**GIVEN RECORDS:**
= = = = =

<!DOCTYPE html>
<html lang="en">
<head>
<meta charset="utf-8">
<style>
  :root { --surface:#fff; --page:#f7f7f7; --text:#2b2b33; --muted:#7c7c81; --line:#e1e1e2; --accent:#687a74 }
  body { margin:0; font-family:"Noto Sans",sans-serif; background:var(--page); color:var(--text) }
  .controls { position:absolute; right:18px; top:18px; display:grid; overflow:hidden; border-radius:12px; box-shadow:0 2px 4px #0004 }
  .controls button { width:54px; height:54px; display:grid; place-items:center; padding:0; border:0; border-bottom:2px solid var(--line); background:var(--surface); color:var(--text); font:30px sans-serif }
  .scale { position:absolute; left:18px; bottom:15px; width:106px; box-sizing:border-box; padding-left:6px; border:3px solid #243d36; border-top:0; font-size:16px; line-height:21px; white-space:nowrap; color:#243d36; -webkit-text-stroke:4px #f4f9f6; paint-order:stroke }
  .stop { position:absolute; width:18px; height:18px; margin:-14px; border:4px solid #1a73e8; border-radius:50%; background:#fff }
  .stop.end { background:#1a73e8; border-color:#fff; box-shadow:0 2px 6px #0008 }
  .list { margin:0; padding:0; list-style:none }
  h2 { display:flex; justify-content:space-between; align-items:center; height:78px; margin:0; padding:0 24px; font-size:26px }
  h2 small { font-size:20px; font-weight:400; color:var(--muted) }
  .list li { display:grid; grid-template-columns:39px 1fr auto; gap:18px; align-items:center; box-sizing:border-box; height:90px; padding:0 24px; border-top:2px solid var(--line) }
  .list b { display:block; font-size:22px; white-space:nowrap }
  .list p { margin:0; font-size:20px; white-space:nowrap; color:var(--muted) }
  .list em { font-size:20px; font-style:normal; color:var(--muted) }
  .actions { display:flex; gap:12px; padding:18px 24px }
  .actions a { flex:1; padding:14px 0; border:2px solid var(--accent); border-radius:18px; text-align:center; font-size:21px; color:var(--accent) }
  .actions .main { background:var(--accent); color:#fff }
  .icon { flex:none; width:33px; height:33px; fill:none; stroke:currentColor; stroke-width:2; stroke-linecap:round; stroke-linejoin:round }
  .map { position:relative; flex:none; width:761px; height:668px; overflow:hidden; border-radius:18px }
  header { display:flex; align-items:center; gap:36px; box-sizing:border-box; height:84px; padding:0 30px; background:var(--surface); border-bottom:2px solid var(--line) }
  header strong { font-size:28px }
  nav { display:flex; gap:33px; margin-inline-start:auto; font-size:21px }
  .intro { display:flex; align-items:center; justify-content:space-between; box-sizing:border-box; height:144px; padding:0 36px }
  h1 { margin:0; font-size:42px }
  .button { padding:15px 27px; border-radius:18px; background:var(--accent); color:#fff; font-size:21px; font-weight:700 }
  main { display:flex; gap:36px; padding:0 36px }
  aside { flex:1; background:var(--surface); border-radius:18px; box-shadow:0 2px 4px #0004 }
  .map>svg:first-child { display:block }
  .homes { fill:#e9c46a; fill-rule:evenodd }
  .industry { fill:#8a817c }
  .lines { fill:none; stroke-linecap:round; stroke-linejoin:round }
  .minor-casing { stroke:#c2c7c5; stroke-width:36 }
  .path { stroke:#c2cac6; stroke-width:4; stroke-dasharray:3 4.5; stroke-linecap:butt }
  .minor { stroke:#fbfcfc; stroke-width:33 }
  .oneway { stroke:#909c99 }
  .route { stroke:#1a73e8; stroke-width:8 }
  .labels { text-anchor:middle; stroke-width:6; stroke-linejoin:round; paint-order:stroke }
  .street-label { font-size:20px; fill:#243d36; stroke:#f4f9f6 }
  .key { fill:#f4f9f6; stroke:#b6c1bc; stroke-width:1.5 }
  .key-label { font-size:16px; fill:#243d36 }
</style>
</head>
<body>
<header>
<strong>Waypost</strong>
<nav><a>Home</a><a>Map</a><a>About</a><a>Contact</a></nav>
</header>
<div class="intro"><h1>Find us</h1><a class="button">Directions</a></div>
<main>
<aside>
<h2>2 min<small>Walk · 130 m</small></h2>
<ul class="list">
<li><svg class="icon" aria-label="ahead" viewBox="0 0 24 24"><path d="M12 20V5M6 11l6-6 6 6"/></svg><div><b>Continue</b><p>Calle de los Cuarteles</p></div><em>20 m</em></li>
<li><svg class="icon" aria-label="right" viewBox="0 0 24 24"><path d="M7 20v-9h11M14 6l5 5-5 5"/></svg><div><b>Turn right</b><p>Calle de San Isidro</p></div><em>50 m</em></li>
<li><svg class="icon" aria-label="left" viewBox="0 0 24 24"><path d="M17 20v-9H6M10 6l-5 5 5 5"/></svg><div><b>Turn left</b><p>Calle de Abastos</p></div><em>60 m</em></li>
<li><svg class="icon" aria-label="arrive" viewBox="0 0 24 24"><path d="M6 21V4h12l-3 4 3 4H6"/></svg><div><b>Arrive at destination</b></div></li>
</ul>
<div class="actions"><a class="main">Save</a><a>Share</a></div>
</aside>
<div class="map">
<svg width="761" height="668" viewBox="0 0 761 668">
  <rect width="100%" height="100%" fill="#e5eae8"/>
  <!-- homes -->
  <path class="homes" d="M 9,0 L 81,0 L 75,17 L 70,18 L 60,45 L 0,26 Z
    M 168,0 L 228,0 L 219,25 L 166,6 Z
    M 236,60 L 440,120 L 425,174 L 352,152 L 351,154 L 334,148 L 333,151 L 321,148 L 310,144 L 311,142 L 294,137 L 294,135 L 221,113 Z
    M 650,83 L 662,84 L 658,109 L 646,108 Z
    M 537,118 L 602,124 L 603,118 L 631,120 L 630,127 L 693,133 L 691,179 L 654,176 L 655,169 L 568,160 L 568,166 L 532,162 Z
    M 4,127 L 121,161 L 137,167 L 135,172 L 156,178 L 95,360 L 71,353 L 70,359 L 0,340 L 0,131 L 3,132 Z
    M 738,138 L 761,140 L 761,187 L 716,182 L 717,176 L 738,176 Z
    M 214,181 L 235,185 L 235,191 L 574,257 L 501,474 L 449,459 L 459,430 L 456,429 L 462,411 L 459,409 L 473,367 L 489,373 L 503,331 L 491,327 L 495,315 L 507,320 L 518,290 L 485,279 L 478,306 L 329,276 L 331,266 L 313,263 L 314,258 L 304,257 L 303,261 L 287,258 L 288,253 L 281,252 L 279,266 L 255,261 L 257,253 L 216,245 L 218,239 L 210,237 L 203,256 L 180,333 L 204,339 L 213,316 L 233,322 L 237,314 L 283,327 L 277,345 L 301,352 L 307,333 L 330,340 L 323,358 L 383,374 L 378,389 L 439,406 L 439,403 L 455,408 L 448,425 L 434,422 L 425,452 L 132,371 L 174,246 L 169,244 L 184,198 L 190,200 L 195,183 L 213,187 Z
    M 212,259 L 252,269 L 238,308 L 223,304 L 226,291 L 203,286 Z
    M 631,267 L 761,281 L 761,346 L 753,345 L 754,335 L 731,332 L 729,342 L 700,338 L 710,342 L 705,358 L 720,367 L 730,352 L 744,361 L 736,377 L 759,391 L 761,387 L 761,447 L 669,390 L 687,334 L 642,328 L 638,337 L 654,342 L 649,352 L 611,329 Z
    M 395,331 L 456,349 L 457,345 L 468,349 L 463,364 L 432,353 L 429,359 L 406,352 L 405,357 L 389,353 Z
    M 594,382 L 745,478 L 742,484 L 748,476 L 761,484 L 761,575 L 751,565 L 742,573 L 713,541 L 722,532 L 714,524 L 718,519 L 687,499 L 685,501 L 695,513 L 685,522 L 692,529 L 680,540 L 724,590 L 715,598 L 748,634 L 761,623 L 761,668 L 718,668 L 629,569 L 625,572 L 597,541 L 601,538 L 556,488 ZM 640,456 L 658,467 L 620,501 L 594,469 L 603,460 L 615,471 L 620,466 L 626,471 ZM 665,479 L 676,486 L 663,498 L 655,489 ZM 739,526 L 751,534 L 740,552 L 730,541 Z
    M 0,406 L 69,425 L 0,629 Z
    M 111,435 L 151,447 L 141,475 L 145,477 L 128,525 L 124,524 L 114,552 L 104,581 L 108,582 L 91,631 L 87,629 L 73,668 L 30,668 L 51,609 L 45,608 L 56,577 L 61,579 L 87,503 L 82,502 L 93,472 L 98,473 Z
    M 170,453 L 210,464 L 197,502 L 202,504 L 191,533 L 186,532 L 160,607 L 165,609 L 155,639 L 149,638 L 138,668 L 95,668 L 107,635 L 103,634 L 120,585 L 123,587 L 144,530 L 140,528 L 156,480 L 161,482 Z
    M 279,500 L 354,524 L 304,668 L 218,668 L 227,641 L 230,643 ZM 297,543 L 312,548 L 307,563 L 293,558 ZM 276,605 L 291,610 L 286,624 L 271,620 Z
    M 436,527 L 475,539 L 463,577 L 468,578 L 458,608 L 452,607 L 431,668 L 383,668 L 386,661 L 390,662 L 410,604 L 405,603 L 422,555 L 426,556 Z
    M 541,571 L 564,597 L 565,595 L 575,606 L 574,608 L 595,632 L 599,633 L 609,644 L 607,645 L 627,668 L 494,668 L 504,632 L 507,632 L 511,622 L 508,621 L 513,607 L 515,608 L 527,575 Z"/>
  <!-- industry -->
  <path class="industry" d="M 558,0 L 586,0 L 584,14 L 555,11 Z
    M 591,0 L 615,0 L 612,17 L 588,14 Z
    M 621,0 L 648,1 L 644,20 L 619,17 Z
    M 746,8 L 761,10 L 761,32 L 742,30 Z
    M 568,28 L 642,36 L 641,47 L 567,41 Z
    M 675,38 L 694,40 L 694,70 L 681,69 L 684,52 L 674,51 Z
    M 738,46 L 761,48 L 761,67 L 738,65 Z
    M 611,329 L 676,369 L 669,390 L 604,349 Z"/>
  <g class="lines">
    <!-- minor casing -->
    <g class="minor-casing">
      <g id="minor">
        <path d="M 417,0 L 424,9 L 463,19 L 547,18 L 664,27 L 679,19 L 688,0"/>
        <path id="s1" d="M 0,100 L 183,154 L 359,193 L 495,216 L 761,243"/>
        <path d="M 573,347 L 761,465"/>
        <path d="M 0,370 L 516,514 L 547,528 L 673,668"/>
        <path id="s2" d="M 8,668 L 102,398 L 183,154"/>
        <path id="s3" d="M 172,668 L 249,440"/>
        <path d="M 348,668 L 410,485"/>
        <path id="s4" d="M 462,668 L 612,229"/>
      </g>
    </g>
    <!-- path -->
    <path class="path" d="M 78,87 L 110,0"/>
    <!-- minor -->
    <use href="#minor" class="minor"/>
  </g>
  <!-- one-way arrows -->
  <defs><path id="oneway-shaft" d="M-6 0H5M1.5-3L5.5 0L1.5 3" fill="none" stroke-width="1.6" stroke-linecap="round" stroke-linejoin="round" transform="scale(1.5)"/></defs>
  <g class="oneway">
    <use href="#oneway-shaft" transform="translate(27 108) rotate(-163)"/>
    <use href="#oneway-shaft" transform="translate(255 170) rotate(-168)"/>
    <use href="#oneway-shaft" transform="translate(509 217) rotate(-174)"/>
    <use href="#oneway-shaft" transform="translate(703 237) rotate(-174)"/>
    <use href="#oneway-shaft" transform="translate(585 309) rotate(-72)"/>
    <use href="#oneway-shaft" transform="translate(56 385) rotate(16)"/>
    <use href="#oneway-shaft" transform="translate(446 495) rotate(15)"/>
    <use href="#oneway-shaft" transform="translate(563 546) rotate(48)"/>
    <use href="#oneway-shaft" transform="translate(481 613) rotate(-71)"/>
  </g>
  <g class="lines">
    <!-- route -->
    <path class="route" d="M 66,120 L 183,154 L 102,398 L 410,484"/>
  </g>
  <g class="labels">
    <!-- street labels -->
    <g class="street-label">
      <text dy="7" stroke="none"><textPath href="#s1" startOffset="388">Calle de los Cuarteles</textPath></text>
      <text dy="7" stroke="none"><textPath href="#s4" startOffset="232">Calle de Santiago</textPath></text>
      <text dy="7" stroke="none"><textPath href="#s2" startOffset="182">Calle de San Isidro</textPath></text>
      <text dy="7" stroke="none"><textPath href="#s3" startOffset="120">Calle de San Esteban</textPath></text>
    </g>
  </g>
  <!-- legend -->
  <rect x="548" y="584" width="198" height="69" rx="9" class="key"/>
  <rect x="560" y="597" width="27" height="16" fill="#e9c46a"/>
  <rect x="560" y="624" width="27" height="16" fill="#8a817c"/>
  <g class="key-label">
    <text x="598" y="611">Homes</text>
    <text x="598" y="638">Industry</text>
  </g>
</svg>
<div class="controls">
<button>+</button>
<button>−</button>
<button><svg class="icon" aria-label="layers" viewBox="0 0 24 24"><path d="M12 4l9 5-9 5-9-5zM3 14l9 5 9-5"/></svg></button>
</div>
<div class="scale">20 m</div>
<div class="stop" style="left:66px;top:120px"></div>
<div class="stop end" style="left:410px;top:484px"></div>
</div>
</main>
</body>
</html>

= = = = =

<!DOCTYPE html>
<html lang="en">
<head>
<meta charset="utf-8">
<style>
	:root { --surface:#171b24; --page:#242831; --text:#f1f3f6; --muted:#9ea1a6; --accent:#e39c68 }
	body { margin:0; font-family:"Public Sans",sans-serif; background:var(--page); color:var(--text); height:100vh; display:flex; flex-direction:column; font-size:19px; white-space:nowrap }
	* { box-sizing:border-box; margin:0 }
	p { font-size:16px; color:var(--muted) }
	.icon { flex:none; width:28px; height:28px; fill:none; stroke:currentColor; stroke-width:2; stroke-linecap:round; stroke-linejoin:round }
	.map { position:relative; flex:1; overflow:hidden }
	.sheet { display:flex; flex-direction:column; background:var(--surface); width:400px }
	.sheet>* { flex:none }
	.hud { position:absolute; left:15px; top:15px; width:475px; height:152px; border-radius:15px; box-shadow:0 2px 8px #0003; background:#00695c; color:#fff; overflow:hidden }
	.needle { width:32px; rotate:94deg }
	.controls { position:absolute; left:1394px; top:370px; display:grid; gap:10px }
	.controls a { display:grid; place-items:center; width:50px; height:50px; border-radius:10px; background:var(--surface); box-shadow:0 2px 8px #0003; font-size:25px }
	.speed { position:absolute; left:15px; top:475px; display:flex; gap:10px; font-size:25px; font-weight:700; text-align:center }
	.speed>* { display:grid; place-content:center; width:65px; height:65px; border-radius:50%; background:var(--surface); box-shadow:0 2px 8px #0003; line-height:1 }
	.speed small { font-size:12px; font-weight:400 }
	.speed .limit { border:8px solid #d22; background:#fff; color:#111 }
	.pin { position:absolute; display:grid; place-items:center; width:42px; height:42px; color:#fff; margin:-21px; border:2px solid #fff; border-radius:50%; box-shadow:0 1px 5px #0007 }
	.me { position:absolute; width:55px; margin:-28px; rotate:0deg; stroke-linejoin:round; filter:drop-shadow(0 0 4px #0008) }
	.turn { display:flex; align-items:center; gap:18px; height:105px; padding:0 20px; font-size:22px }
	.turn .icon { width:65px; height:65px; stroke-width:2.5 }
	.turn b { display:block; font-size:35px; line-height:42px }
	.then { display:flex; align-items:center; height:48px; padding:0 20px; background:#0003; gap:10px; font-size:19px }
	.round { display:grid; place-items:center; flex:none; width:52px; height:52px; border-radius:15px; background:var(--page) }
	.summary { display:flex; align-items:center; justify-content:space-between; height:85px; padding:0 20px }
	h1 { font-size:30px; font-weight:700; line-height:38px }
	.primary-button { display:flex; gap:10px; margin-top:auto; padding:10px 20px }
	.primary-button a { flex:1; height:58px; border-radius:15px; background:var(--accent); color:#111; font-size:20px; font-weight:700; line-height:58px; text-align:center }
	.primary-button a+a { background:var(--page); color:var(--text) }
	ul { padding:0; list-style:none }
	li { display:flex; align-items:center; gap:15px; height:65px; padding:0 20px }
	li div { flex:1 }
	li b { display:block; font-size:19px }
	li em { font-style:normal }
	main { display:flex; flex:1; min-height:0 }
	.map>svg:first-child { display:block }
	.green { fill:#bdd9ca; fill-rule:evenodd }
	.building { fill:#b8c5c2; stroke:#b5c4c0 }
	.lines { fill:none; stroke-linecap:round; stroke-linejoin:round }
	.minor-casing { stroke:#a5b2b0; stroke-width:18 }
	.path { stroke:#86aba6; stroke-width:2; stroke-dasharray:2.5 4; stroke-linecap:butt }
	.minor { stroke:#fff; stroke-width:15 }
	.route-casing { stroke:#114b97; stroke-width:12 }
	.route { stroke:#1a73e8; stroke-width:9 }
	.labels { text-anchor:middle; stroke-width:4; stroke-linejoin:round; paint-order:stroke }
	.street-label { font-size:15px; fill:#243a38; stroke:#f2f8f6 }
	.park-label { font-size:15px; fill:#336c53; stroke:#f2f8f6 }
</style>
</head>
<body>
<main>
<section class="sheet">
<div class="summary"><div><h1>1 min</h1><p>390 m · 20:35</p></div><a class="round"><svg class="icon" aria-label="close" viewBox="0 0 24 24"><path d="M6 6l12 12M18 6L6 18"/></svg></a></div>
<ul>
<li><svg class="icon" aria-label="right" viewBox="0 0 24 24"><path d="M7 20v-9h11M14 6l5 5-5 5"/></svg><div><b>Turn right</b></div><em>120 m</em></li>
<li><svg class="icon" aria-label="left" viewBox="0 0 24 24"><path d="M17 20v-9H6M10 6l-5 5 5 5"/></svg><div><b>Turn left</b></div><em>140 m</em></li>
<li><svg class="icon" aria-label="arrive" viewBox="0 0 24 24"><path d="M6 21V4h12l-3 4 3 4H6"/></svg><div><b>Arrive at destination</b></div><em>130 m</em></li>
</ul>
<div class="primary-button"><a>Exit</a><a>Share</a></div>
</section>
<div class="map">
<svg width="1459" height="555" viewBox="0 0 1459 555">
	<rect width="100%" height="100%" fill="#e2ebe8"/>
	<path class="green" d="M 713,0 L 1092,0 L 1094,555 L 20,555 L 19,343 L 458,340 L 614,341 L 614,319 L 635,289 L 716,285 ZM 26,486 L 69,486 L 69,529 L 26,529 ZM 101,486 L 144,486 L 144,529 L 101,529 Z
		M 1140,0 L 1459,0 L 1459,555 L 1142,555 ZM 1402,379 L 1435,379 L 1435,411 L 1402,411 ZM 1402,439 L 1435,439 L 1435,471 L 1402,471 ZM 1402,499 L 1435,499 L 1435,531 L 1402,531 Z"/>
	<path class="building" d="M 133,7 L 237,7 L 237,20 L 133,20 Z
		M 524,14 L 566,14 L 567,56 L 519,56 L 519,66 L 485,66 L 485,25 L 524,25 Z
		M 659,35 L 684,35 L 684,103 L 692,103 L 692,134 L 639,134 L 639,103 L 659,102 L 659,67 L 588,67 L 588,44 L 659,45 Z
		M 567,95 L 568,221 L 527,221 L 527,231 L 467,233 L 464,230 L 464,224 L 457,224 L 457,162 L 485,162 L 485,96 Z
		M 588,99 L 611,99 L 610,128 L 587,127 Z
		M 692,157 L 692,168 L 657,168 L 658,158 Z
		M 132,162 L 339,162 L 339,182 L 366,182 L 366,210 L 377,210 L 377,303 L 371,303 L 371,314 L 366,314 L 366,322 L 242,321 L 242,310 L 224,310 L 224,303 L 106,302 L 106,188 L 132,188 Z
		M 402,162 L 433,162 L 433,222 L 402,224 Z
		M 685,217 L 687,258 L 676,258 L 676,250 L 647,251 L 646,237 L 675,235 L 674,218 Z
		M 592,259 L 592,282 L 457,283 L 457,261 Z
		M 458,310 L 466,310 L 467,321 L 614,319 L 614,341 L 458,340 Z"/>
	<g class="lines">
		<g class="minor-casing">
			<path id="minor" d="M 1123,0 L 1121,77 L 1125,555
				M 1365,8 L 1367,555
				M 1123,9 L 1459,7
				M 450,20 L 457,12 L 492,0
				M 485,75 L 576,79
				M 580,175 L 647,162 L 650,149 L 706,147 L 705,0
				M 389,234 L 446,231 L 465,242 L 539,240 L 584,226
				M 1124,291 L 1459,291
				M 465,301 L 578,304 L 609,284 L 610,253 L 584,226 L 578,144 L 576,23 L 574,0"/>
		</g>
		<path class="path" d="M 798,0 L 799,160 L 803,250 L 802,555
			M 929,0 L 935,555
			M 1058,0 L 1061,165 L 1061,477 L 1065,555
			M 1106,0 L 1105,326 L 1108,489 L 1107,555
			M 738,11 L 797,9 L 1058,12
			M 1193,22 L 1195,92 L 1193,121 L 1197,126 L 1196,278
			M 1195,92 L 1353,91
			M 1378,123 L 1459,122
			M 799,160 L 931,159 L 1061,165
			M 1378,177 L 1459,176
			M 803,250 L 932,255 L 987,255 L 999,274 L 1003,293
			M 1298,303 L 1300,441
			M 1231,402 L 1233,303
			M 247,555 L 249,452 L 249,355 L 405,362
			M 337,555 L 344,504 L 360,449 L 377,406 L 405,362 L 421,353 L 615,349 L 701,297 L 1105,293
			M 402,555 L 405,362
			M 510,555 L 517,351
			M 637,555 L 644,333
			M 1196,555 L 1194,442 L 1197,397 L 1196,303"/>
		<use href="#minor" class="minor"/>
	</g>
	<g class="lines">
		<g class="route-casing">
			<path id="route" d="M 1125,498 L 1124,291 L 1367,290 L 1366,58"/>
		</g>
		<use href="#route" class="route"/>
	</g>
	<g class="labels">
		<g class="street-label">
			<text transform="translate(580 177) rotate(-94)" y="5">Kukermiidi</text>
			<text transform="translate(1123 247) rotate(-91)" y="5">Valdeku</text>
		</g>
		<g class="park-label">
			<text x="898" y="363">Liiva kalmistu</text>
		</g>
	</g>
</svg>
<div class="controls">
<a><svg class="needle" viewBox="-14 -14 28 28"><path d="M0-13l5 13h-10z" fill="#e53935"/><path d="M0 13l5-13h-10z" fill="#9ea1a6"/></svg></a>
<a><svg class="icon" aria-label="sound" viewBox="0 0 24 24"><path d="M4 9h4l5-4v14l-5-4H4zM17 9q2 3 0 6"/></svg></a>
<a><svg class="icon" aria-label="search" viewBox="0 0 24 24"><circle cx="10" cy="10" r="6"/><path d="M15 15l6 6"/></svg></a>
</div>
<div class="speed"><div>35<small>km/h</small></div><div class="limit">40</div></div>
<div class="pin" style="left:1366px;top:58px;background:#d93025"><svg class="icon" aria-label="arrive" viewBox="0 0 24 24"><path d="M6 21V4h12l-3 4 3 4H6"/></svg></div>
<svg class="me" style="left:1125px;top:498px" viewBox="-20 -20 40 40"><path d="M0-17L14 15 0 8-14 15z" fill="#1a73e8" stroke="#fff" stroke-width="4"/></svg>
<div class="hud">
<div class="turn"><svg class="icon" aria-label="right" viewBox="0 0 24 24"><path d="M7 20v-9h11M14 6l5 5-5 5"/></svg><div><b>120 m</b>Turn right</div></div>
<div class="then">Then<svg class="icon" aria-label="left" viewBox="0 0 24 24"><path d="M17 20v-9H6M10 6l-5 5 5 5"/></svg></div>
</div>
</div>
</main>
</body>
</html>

= = = = =

**WHAT IS REQUIRED:**
Filter the records for the word "limit" and show every line that has it.

**COMPLETED EXERCISE:**
	.speed .limit { border:8px solid #d22; background:#fff; color:#111 }
<div class="speed"><div>35<small>km/h</small></div><div class="limit">40</div></div>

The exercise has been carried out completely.